The last scene when Hal is being shut down and he comprehends “my mind is going” makes us ugly cry every time.
3) Where’s WALL-E
Whoever said robots don’t have hearts obviously never met Pixar’s WALL-E. WALL-E is one stand up robot.
He spends centuries cleaning the polluted Earth and — in the process — becomes self-aware and learns to love even the smallest creatures; he befriends Hal the cockroach, fiercely defends the small plant he finds, and eventually falls in love with EVE. All he wants is to love and to be loved.
If WALL-E wants to take over the world, we’re okay with that. He’d be a wonderful robot dictator; one that keeps the world clean, reminds us to love nature, and teaches us to care for defenseless creatures.
4) The Droids You’re Looking For
Whether you were an R2-D2 fan or more of a 3-CPO admirer, Star Wars always had the best droids in the galaxy (like K-2SO, BB-8, and L3-37).
Still, we all know that R2-D2 is the best droid of all. Not only is he the cutest one, but without him the entire Star Wars saga wouldn’t have been possible. Who smuggled Princess Leia’s “Only Hope” message? R2-D2! Without R2-D2, Luke Skywalker and Han Solo would never have known the galaxy needed saving.

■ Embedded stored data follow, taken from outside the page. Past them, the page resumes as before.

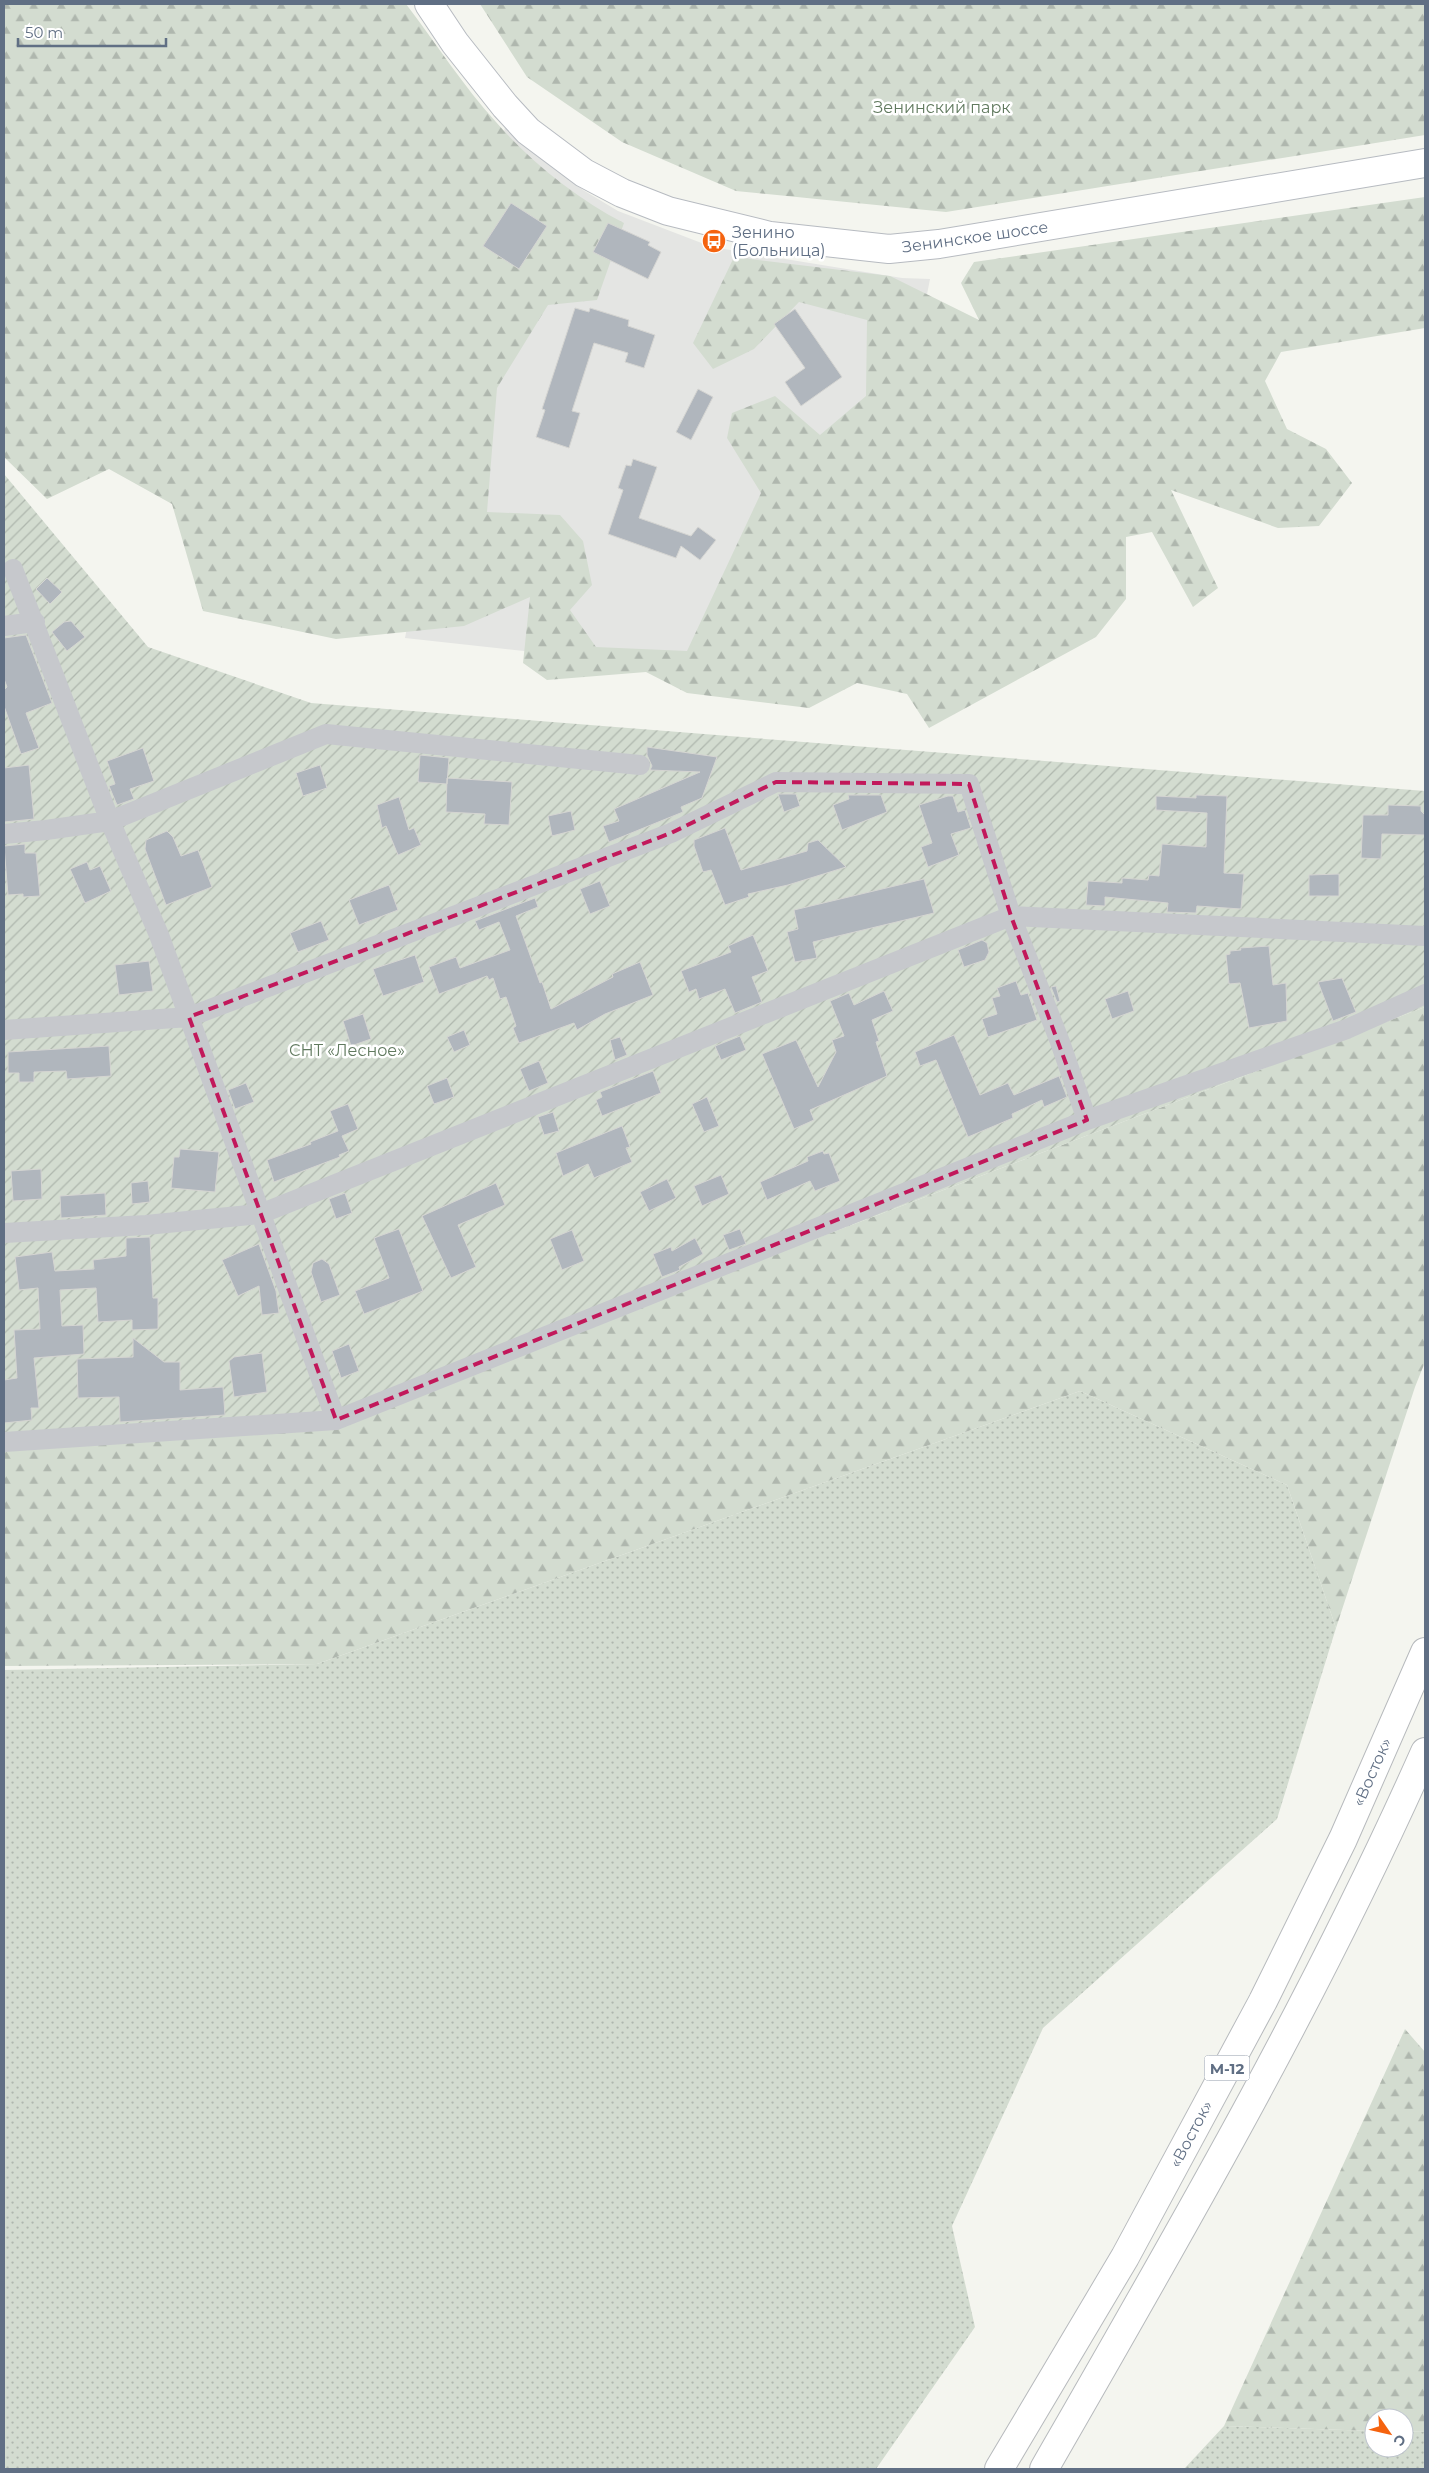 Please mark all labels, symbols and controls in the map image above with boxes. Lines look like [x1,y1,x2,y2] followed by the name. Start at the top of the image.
[18,15,165,47] scale bar
[25,23,63,42] text: 50 m
[873,98,1011,117] park label: Зенинский парк
[901,217,1049,257] street label: Зенинское шоссе
[732,223,825,260] place label: Зенино (Больница)
[701,228,727,254] bus stop icon: Зенино (Больница)
[289,1041,405,1060] park label: СНТ «Лесное»
[1348,1735,1396,1809] street label: «Восток»
[1204,2056,1250,2080] road number: М-12
[1165,2097,1217,2171] street label: «Восток»
[1364,2408,1414,2458] north arrow
[1389,2431,1410,2450] text: С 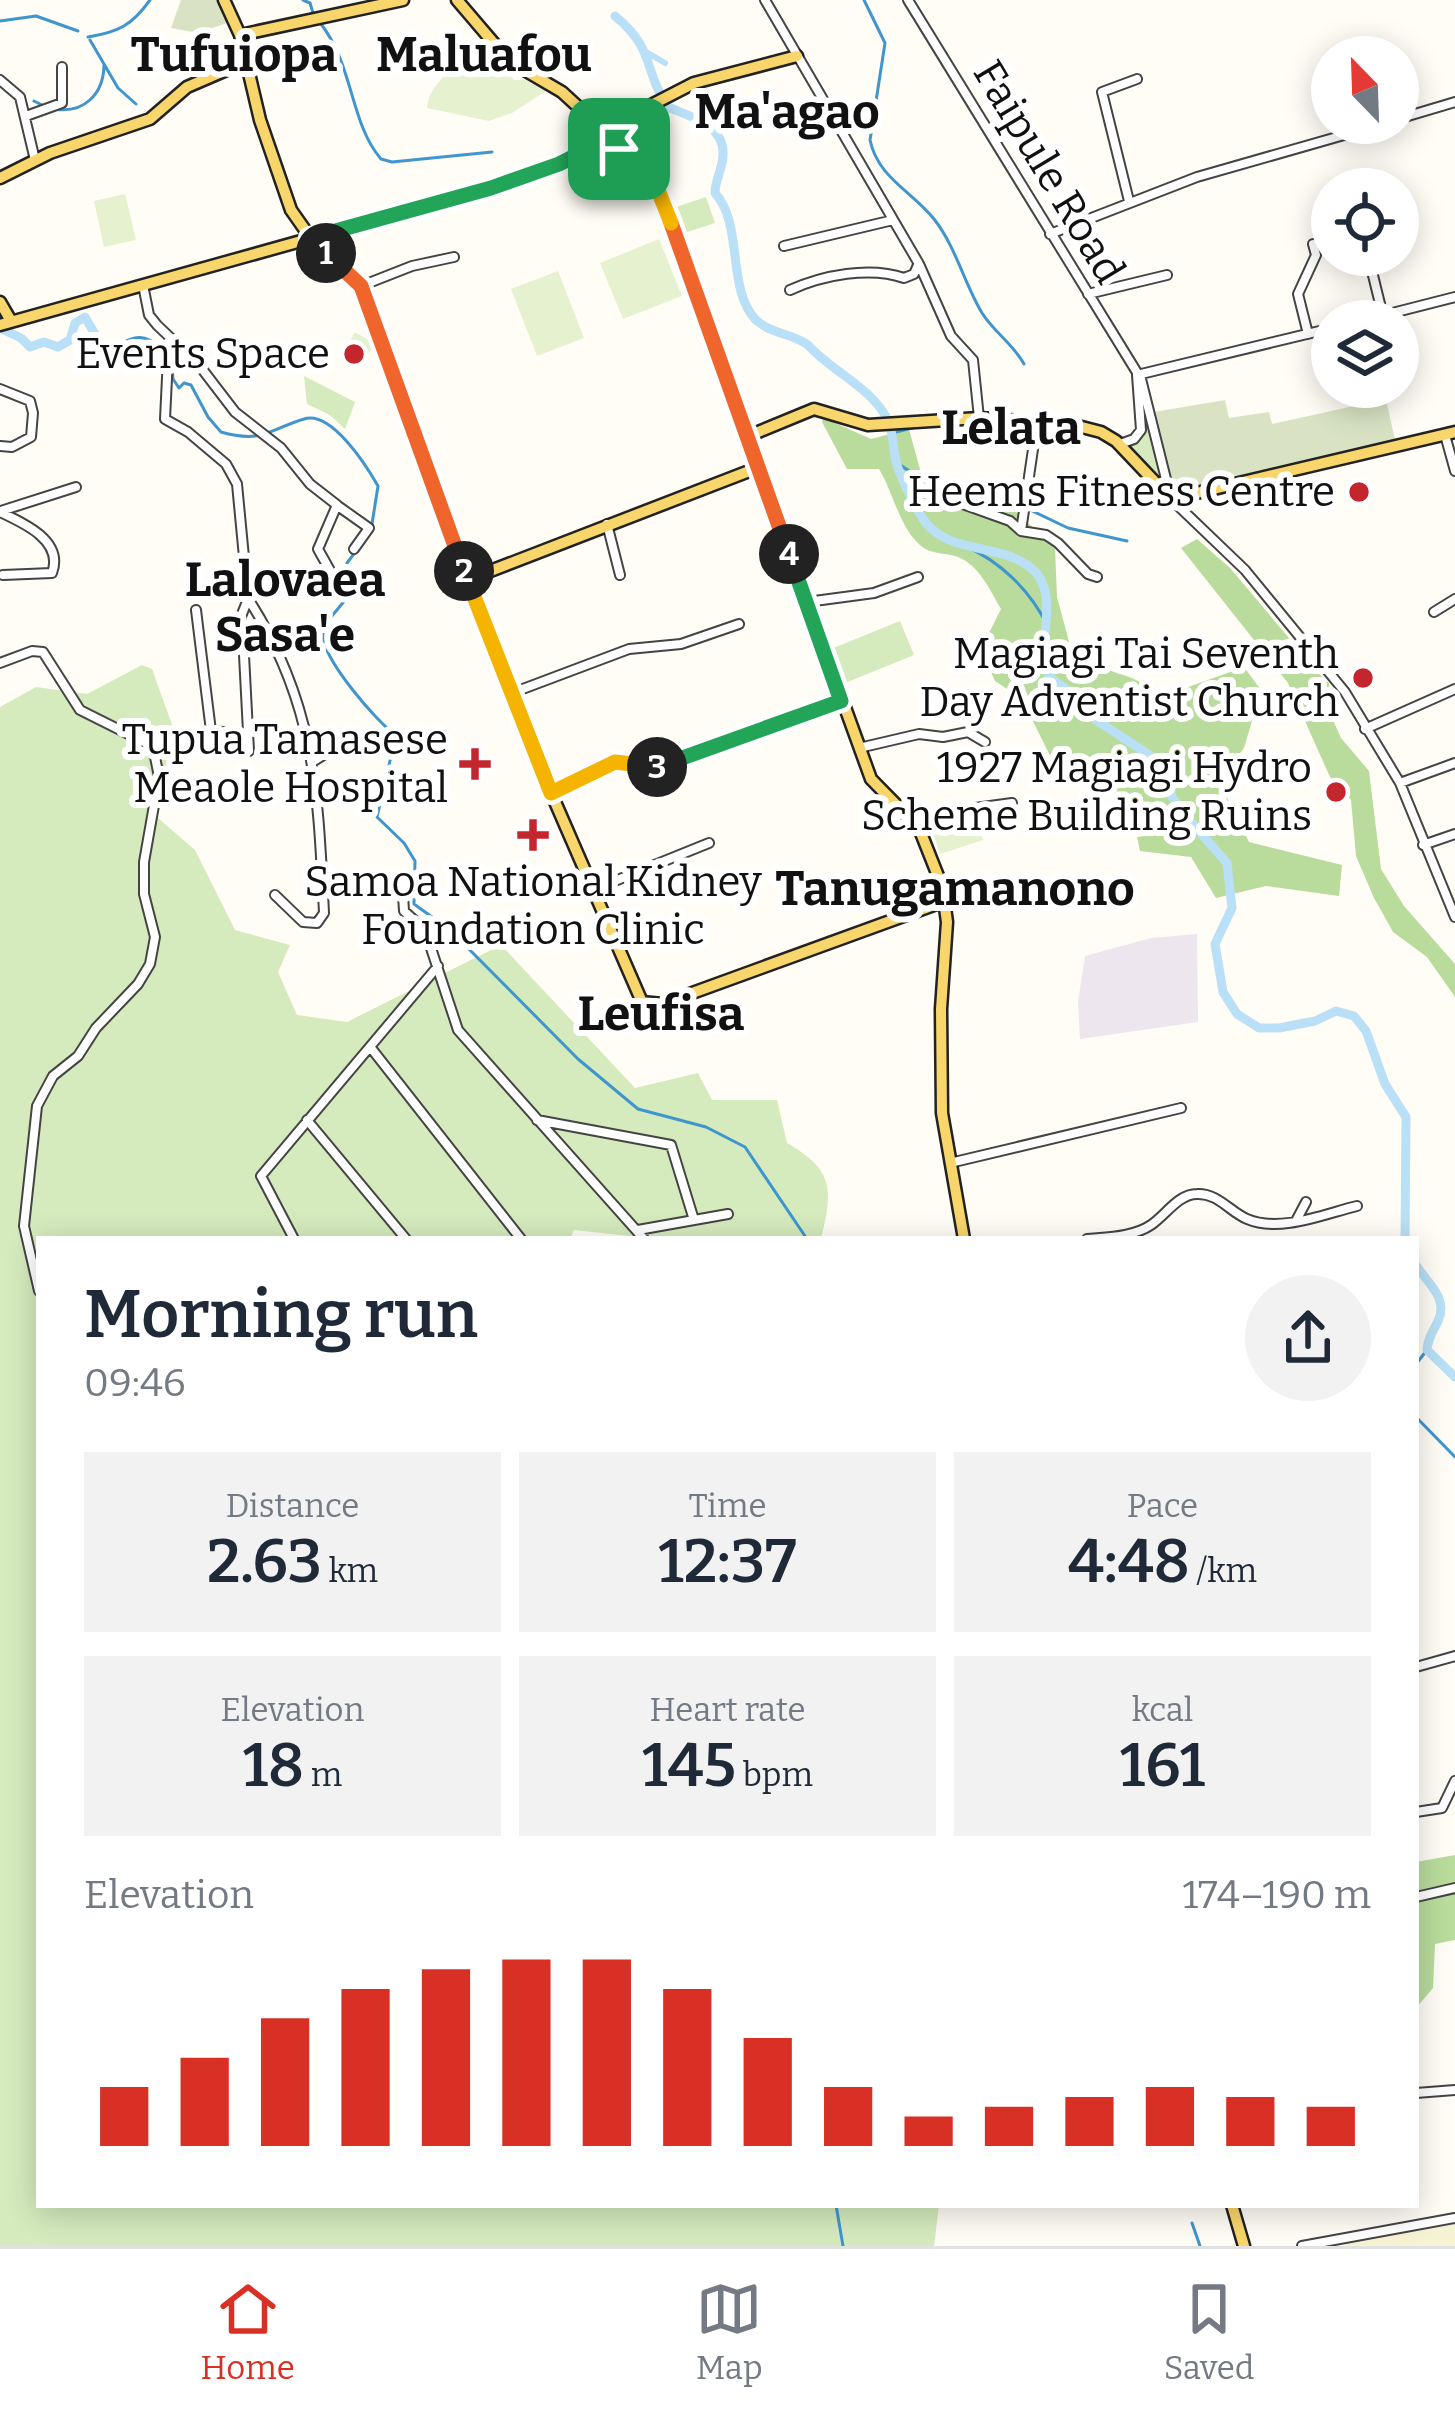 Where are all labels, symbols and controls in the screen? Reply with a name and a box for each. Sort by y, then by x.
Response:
district label: Tufuiopa [131,26,338,84]
district label: Maluafou [376,26,592,84]
north arrow [1311,36,1419,144]
map controls [1311,36,1419,408]
street label: Faipule Road [963,51,1135,293]
district label: Ma'agao [694,83,880,141]
pin [568,98,670,200]
icon: arrive [586,116,652,182]
button: locate [1311,168,1419,276]
pin: 1 [296,223,356,283]
text: 1 [319,233,333,273]
button: layers [1311,300,1419,408]
place label: Events Space [75,329,330,379]
marker: Events Space [341,341,367,367]
district label: Lelata [941,399,1081,457]
place label: Heems Fitness Centre [908,467,1335,517]
marker: Heems Fitness Centre [1346,479,1372,505]
pin: 4 [759,524,819,584]
text: 4 [779,534,799,574]
pin: 2 [434,541,494,601]
district label: Lalovaea Sasa'e [185,551,385,664]
text: 2 [455,551,473,591]
place label: Magiagi Tai Seventh Day Adventist Church [920,629,1339,727]
marker: Magiagi Tai Seventh Day Adventist Church [1350,665,1376,691]
place label: Tupua Tamasese Meaole Hospital [121,715,448,813]
pin: 3 [627,737,687,797]
place label: 1927 Magiagi Hydro Scheme Building Ruins [861,743,1312,841]
text: 3 [647,747,667,787]
marker: Tupua Tamasese Meaole Hospital [459,748,491,780]
marker: 1927 Magiagi Hydro Scheme Building Ruins [1323,779,1349,805]
marker: Samoa National Kidney Foundation Clinic [517,819,549,851]
place label: Samoa National Kidney Foundation Clinic [304,857,763,955]
district label: Tanugamanono [775,860,1135,918]
district label: Leufisa [577,985,745,1043]
text: Morning run [84,1275,478,1354]
button: share [1245,1275,1371,1401]
text: 09:46 [84,1360,186,1406]
text: Distance [226,1486,359,1526]
text: Time [689,1486,766,1526]
text: Pace [1127,1486,1198,1526]
text: 2.63 [207,1526,322,1598]
text: 12:37 [658,1526,797,1598]
text: 4:48 [1068,1526,1190,1598]
text: km [322,1551,378,1591]
text: /km [1190,1551,1257,1591]
text: Elevation [221,1690,364,1730]
text: Heart rate [649,1690,806,1730]
text: kcal [1132,1690,1193,1730]
text: 18 [243,1730,304,1802]
text: 145 [642,1730,736,1802]
text: 161 [1120,1730,1205,1802]
text: m [304,1755,342,1795]
text: bpm [736,1755,813,1795]
text: Elevation [84,1872,254,1918]
text: 174–190 m [1183,1872,1371,1918]
tab: Home [201,2276,295,2388]
tab: Map [696,2276,763,2388]
tab: Saved [1164,2276,1254,2388] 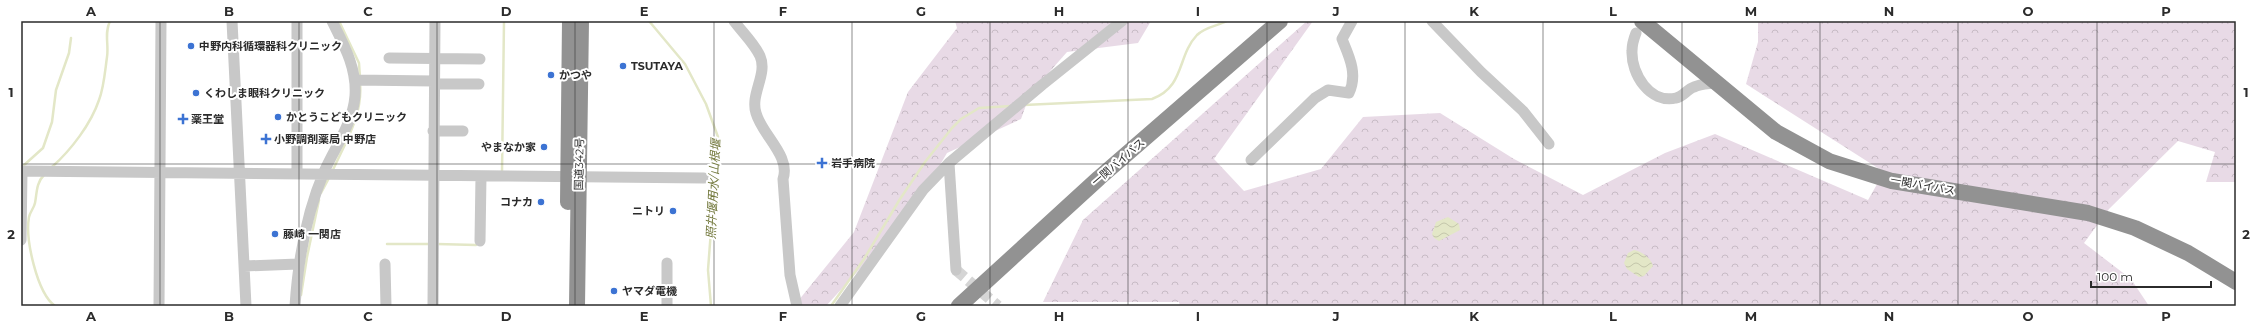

Plus, we think 3-CPO is annoying. We’re okay if R2-D2 takes over the world, as long as he leaves 3-CPO at home.
5) Beards Are Always Cool: Star Trek’s Data
Star Trek’s favorite android, Data, may not be able to feel emotions, but that doesn’t stop him from trying to understand them!
The quirky pale Starfleet robot struggles to be human and fit in with his peers. He even grows a beard to appear more “intellectual” to his fellow Enterprise coworkers (who are kind of jerks about it).
We feel for you, Data. Peer pressure is tough. And that beard totally made you look cool.
So, Judgement Day may have come and gone, but we still know that robots are lying in wait — quietly vacuuming our homes and stealing our hearts — and preparing for the ultimate uprising.